===== SUPPLIED MATERIAL =====

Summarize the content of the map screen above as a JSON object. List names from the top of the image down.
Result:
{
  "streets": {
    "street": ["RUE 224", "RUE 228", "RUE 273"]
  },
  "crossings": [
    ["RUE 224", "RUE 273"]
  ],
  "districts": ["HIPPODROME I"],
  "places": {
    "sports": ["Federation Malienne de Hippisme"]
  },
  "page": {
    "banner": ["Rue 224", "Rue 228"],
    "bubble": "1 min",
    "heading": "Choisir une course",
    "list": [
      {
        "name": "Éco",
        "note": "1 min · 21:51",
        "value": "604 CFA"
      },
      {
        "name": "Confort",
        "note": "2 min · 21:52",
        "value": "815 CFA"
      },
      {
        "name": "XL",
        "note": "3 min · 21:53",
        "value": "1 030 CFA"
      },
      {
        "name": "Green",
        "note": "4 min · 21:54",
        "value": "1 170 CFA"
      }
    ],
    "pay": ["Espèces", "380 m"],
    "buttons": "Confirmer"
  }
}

=====

AIM OF THE TASK
Would you transcribe every entry exactly?

TASK SOLUTION
Summarize the content of the map screen above as a JSON object. List names from the top of the image down.
Result:
{
  "streets": {
    "street": ["RUE 224", "RUE 228", "RUE 273"]
  },
  "crossings": [
    ["RUE 224", "RUE 273"]
  ],
  "districts": ["HIPPODROME I"],
  "places": {
    "sports": ["Federation Malienne de Hippisme"]
  },
  "page": {
    "banner": ["Rue 224", "Rue 228"],
    "bubble": "1 min",
    "heading": "Choisir une course",
    "list": [
      {
        "name": "Éco",
        "note": "1 min · 21:51",
        "value": "604 CFA"
      },
      {
        "name": "Confort",
        "note": "2 min · 21:52",
        "value": "815 CFA"
      },
      {
        "name": "XL",
        "note": "3 min · 21:53",
        "value": "1 030 CFA"
      },
      {
        "name": "Green",
        "note": "4 min · 21:54",
        "value": "1 170 CFA"
      }
    ],
    "pay": ["Espèces", "380 m"],
    "buttons": "Confirmer"
  }
}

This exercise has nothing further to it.